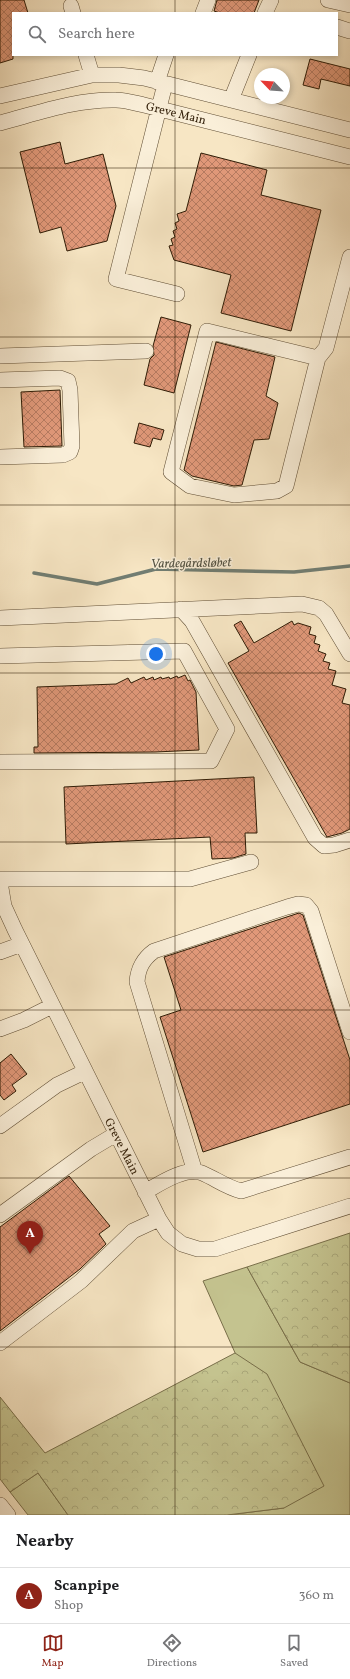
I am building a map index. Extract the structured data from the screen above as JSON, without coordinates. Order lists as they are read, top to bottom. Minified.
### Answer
{"streets":{"street":["Greve Main"]},"water":["Vardegårdsløbet"],"north":"top left","page":{"search":"Search here","pins":"A","heading":"Nearby","list":[{"mark":"A","name":"Scanpipe","note":"Shop","value":"360 m"}],"nav":["Map","Directions","Saved"]}}
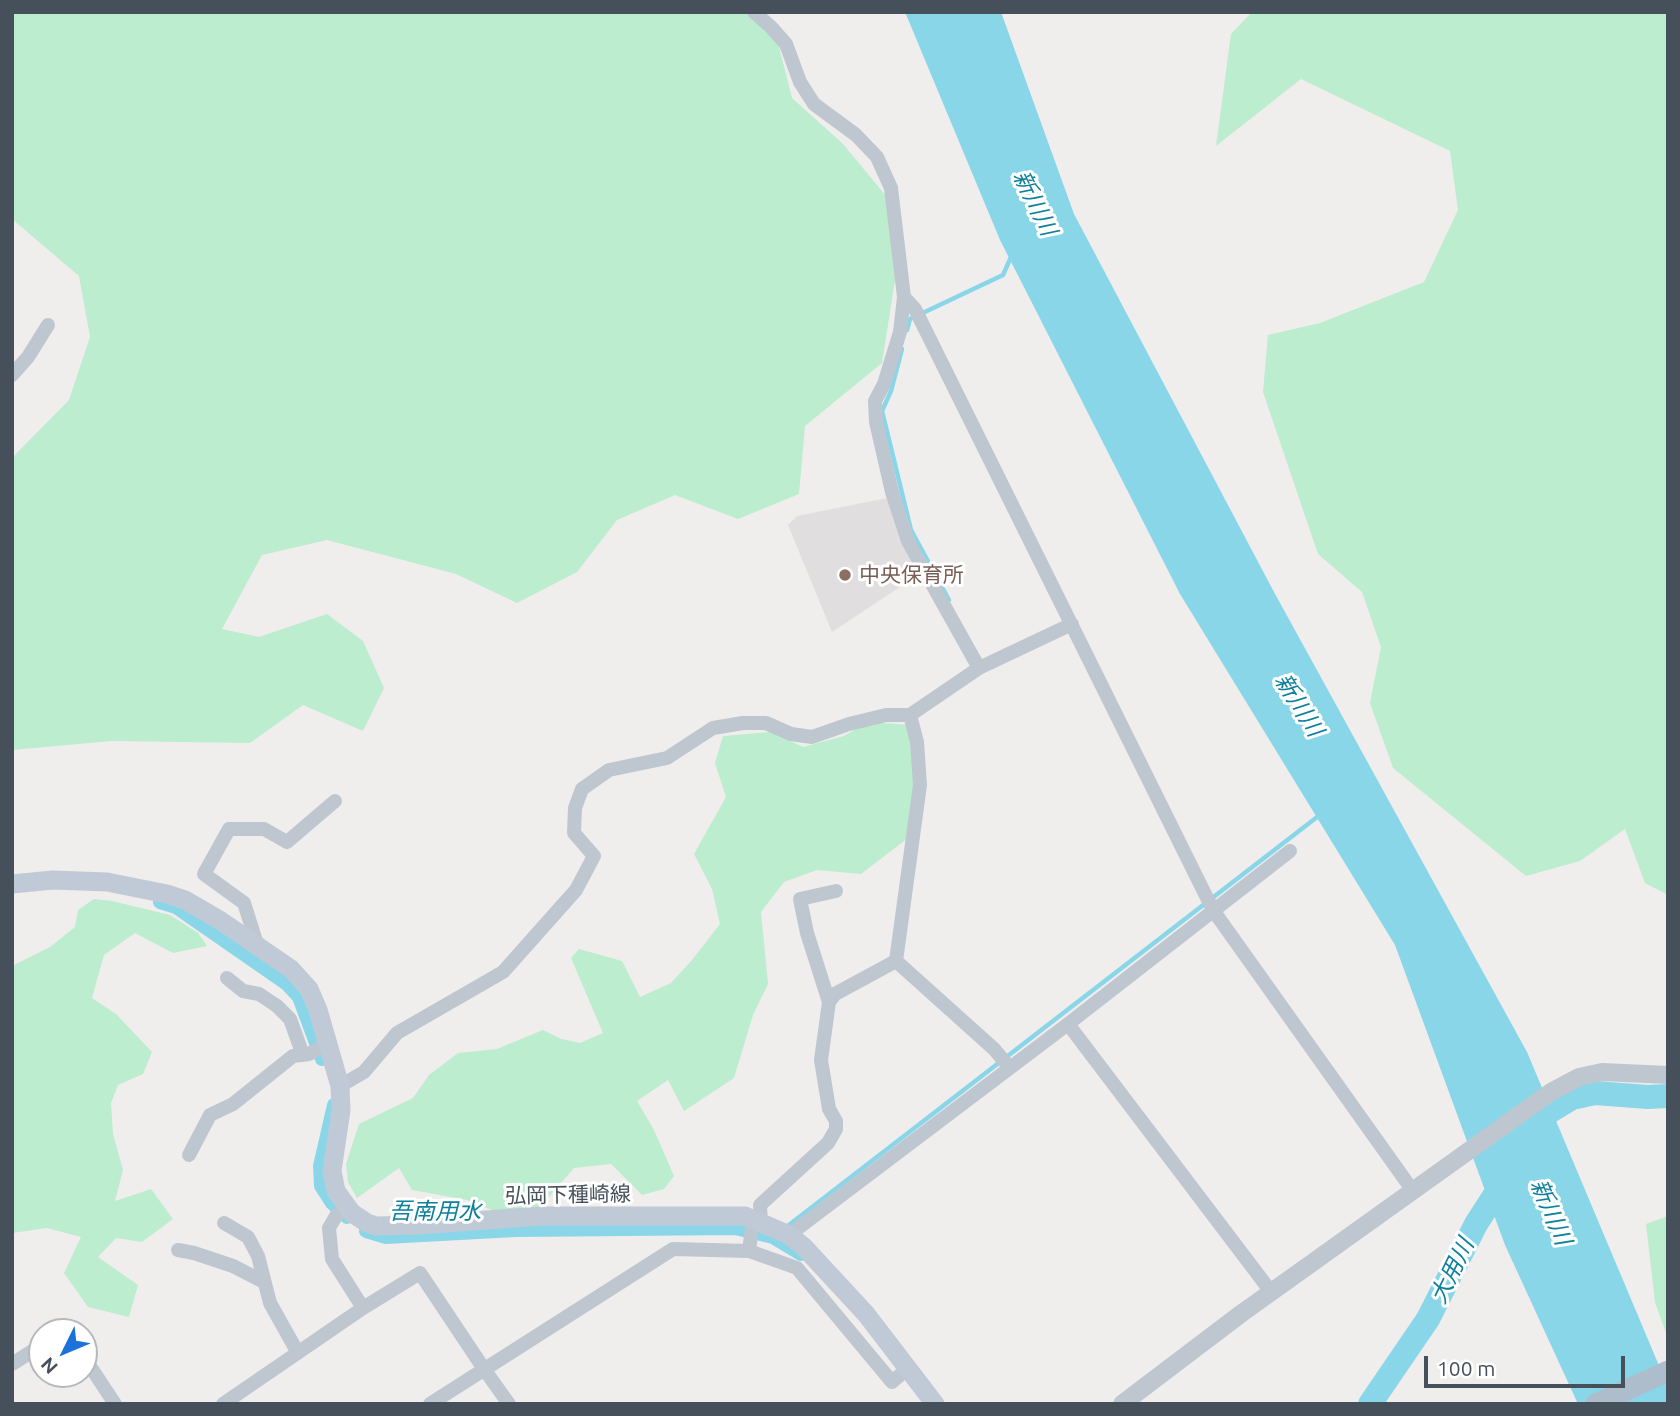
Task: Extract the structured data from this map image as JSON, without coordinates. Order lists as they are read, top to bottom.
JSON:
{
  "streets": {
    "main road": ["弘岡下種崎線"]
  },
  "water": ["新川川", "吾南用水", "大用川"],
  "places": ["中央保育所"],
  "scale_bar": "100 m",
  "north": "bottom left"
}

- INSTRUCTIONS FOR THE TASK: Scan the data for the string "Order" and copy each line in which it occurs.

- EXERCISE RESULT:
I am building a map index. Extract the structured data from the screen above as JSON, without coordinates. Order lists as they are read, top to bottom. Minified.
Task: Extract the structured data from this map image as JSON, without coordinates. Order lists as they are read, top to bottom.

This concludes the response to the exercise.